> WHAT TO DO: Return every line from the one with "position:relative; width:702px; height:2372px;" through the one with "height:4.5px; margin:-2.25px; padding:0", inclusive, exactly as it appears below.

Stored data entries
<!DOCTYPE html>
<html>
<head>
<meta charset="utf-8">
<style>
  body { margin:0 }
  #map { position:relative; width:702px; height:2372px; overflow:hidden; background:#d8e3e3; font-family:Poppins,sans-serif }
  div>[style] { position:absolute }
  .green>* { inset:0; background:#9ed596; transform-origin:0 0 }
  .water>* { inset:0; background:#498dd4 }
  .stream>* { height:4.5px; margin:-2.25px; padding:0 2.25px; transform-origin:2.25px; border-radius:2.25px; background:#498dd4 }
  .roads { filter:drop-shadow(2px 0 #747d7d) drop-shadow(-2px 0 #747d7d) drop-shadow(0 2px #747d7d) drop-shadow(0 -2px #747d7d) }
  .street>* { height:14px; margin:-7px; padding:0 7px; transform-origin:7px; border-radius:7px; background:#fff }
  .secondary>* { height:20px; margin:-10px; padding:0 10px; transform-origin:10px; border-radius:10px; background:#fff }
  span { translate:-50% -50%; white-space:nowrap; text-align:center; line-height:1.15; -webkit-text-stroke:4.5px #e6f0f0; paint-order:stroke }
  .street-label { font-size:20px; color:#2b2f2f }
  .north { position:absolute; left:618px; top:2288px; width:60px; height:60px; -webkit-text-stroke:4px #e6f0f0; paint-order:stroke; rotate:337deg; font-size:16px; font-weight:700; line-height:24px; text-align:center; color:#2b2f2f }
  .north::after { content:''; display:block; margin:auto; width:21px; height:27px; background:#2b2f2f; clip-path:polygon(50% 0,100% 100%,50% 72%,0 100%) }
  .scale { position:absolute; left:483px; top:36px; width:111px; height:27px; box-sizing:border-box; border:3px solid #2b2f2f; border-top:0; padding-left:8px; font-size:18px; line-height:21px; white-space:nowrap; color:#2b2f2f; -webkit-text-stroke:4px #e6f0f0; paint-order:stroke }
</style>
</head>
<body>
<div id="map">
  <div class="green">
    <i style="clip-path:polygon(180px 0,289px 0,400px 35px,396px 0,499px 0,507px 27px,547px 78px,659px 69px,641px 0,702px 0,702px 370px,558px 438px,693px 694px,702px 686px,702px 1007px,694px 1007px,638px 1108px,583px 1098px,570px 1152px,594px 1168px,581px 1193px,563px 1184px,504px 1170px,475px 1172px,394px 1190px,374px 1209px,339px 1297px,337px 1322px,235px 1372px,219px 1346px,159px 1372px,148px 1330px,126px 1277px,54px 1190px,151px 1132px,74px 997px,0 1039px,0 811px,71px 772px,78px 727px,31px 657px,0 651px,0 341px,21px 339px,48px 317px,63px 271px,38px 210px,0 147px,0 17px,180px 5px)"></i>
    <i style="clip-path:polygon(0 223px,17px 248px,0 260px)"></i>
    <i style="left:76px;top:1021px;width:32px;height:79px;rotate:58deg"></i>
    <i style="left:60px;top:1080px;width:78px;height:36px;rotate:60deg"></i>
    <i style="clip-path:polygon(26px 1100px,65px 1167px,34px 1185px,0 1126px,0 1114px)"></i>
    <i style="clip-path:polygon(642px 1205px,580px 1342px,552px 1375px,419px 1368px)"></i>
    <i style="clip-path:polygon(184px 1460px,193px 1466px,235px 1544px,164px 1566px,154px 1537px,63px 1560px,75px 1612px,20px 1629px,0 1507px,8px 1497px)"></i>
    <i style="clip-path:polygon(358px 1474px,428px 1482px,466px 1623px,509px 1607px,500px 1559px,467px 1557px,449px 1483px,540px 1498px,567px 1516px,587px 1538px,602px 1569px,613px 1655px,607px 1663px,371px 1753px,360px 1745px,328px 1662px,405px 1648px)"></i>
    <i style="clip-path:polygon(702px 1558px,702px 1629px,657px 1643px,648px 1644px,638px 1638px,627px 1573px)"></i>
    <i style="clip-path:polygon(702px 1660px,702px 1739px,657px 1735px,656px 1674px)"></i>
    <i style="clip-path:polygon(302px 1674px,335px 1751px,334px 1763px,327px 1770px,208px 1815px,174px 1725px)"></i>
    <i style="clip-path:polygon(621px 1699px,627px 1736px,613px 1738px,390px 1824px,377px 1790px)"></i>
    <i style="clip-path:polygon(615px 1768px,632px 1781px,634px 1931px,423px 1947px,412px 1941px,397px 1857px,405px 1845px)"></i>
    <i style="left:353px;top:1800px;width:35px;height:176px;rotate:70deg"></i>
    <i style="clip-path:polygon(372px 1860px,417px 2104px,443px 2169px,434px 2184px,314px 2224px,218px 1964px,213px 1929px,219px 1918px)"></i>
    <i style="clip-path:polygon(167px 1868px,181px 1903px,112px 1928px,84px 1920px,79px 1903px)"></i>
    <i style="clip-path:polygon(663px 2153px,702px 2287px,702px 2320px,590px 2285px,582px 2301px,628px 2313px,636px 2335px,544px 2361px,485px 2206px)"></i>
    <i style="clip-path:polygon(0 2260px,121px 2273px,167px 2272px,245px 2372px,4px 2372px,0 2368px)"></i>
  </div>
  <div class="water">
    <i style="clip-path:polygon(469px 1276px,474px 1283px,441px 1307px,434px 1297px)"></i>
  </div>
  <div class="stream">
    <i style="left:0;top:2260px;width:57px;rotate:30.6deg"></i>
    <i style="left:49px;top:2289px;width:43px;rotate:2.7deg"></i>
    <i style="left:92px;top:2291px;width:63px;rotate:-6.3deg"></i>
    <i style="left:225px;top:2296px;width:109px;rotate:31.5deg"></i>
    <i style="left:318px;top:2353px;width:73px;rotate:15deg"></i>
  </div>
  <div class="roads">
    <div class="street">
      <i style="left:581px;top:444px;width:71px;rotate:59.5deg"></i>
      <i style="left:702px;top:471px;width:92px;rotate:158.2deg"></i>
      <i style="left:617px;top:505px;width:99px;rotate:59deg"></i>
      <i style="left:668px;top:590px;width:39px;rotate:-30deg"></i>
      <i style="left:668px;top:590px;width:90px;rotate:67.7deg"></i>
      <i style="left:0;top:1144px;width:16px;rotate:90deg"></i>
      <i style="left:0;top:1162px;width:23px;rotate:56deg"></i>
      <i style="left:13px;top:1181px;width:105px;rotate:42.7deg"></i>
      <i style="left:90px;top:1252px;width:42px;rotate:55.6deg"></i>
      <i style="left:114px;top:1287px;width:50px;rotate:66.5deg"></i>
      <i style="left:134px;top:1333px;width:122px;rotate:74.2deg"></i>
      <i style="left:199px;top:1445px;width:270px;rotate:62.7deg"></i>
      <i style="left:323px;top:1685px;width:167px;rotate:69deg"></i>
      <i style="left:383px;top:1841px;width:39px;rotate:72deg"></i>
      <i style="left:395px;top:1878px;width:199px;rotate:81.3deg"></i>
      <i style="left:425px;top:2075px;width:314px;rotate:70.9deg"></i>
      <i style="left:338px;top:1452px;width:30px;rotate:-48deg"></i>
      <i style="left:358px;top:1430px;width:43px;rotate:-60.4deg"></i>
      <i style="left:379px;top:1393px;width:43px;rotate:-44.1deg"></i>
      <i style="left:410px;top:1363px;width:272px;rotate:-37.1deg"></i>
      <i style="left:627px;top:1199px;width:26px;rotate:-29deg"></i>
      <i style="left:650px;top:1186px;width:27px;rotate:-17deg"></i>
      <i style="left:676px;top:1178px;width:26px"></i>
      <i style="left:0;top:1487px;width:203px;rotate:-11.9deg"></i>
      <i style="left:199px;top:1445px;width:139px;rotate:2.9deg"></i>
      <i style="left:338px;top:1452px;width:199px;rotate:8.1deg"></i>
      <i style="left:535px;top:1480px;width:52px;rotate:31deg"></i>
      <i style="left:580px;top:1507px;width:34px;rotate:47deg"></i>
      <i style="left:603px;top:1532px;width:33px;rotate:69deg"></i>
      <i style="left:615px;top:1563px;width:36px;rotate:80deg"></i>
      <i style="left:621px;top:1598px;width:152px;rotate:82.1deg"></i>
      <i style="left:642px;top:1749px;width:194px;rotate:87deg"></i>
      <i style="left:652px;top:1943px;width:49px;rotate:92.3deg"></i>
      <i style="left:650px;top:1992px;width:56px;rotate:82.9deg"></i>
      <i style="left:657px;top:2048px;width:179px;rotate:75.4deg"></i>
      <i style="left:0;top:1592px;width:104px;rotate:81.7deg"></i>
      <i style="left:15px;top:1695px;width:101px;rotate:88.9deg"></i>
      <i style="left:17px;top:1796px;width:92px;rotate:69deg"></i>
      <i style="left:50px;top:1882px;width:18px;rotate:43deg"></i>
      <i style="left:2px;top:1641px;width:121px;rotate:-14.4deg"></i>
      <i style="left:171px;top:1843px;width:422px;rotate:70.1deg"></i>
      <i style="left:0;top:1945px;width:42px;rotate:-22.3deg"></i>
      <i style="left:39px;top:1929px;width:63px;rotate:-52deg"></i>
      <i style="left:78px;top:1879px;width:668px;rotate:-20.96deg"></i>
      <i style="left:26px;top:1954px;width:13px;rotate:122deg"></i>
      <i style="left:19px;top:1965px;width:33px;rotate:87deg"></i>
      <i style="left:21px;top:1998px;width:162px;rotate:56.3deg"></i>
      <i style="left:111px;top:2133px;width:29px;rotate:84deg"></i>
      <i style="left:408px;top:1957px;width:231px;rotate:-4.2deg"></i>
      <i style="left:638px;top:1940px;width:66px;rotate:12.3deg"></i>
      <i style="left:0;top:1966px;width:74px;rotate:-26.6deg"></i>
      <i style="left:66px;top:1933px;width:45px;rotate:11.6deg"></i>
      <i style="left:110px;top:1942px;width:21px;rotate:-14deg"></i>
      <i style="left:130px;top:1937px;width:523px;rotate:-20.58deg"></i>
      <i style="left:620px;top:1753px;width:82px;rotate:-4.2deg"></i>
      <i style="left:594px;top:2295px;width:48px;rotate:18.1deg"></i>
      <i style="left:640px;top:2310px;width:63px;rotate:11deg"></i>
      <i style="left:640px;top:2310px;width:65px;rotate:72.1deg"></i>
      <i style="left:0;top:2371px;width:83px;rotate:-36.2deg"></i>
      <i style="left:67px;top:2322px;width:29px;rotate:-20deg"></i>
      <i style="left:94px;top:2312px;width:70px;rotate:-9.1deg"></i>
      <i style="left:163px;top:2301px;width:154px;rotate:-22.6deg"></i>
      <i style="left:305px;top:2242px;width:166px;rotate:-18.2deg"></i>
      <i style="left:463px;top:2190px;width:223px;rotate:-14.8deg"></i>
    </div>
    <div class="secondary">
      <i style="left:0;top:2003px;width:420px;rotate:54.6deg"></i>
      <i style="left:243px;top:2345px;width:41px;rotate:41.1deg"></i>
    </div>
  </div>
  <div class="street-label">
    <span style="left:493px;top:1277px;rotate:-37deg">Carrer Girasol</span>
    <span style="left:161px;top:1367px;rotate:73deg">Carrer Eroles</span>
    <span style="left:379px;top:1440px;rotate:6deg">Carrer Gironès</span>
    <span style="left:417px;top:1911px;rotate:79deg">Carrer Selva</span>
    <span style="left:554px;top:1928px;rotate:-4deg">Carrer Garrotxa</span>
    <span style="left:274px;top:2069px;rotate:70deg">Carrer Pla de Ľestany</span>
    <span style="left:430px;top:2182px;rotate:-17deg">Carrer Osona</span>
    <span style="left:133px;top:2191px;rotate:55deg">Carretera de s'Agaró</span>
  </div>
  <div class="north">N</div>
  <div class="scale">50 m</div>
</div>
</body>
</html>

> RESULT OF THIS EXERCISE:
  #map { position:relative; width:702px; height:2372px; overflow:hidden; background:#d8e3e3; font-family:Poppins,sans-serif }
  div>[style] { position:absolute }
  .green>* { inset:0; background:#9ed596; transform-origin:0 0 }
  .water>* { inset:0; background:#498dd4 }
  .stream>* { height:4.5px; margin:-2.25px; padding:0 2.25px; transform-origin:2.25px; border-radius:2.25px; background:#498dd4 }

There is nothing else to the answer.